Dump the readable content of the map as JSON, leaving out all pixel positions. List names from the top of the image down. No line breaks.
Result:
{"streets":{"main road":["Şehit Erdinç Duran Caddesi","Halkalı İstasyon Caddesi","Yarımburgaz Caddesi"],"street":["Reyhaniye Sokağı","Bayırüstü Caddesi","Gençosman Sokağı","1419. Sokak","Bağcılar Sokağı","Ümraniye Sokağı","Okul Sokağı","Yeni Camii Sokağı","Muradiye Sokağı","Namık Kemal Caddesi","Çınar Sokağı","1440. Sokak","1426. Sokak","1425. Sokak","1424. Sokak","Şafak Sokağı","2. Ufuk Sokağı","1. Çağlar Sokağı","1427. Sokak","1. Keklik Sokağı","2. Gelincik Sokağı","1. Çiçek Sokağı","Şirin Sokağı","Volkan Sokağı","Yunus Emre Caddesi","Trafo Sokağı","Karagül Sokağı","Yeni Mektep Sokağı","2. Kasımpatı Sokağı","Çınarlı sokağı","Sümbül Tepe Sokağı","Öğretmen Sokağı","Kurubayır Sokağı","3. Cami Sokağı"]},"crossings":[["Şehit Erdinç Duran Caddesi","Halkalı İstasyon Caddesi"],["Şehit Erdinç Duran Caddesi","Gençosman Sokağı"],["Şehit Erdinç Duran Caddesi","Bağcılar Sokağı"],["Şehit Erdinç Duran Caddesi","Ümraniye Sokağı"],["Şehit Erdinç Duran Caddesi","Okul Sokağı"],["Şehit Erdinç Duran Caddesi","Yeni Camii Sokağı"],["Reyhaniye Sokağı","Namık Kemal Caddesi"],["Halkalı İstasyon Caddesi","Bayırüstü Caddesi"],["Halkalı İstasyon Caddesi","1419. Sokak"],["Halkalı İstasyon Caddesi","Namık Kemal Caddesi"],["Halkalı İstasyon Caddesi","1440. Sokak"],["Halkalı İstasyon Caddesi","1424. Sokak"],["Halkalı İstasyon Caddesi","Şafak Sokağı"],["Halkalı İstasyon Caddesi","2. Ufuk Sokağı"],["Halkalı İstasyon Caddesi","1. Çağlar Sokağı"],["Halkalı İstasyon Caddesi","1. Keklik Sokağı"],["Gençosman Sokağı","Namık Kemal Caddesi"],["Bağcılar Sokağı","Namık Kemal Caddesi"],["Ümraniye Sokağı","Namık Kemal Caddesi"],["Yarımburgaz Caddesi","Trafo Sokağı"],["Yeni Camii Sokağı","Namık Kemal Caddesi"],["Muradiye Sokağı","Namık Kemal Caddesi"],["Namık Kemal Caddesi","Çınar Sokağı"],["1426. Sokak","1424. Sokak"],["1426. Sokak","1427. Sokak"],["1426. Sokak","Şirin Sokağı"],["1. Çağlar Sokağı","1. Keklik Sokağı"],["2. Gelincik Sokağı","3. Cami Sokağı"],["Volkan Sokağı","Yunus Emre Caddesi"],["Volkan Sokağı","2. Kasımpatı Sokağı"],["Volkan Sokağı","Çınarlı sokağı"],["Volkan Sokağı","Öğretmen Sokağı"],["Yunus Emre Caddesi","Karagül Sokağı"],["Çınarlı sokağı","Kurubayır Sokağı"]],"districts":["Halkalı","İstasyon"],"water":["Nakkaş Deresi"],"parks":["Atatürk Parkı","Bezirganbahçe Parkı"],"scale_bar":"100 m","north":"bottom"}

■ Aim of the task: Restate the whole listing exactly, leaving out nothing.

■ Output of the exercise:
Dump the readable content of the map as JSON, leaving out all pixel positions. List names from the top of the image down. No line breaks.
Result:
{"streets":{"main road":["Şehit Erdinç Duran Caddesi","Halkalı İstasyon Caddesi","Yarımburgaz Caddesi"],"street":["Reyhaniye Sokağı","Bayırüstü Caddesi","Gençosman Sokağı","1419. Sokak","Bağcılar Sokağı","Ümraniye Sokağı","Okul Sokağı","Yeni Camii Sokağı","Muradiye Sokağı","Namık Kemal Caddesi","Çınar Sokağı","1440. Sokak","1426. Sokak","1425. Sokak","1424. Sokak","Şafak Sokağı","2. Ufuk Sokağı","1. Çağlar Sokağı","1427. Sokak","1. Keklik Sokağı","2. Gelincik Sokağı","1. Çiçek Sokağı","Şirin Sokağı","Volkan Sokağı","Yunus Emre Caddesi","Trafo Sokağı","Karagül Sokağı","Yeni Mektep Sokağı","2. Kasımpatı Sokağı","Çınarlı sokağı","Sümbül Tepe Sokağı","Öğretmen Sokağı","Kurubayır Sokağı","3. Cami Sokağı"]},"crossings":[["Şehit Erdinç Duran Caddesi","Halkalı İstasyon Caddesi"],["Şehit Erdinç Duran Caddesi","Gençosman Sokağı"],["Şehit Erdinç Duran Caddesi","Bağcılar Sokağı"],["Şehit Erdinç Duran Caddesi","Ümraniye Sokağı"],["Şehit Erdinç Duran Caddesi","Okul Sokağı"],["Şehit Erdinç Duran Caddesi","Yeni Camii Sokağı"],["Reyhaniye Sokağı","Namık Kemal Caddesi"],["Halkalı İstasyon Caddesi","Bayırüstü Caddesi"],["Halkalı İstasyon Caddesi","1419. Sokak"],["Halkalı İstasyon Caddesi","Namık Kemal Caddesi"],["Halkalı İstasyon Caddesi","1440. Sokak"],["Halkalı İstasyon Caddesi","1424. Sokak"],["Halkalı İstasyon Caddesi","Şafak Sokağı"],["Halkalı İstasyon Caddesi","2. Ufuk Sokağı"],["Halkalı İstasyon Caddesi","1. Çağlar Sokağı"],["Halkalı İstasyon Caddesi","1. Keklik Sokağı"],["Gençosman Sokağı","Namık Kemal Caddesi"],["Bağcılar Sokağı","Namık Kemal Caddesi"],["Ümraniye Sokağı","Namık Kemal Caddesi"],["Yarımburgaz Caddesi","Trafo Sokağı"],["Yeni Camii Sokağı","Namık Kemal Caddesi"],["Muradiye Sokağı","Namık Kemal Caddesi"],["Namık Kemal Caddesi","Çınar Sokağı"],["1426. Sokak","1424. Sokak"],["1426. Sokak","1427. Sokak"],["1426. Sokak","Şirin Sokağı"],["1. Çağlar Sokağı","1. Keklik Sokağı"],["2. Gelincik Sokağı","3. Cami Sokağı"],["Volkan Sokağı","Yunus Emre Caddesi"],["Volkan Sokağı","2. Kasımpatı Sokağı"],["Volkan Sokağı","Çınarlı sokağı"],["Volkan Sokağı","Öğretmen Sokağı"],["Yunus Emre Caddesi","Karagül Sokağı"],["Çınarlı sokağı","Kurubayır Sokağı"]],"districts":["Halkalı","İstasyon"],"water":["Nakkaş Deresi"],"parks":["Atatürk Parkı","Bezirganbahçe Parkı"],"scale_bar":"100 m","north":"bottom"}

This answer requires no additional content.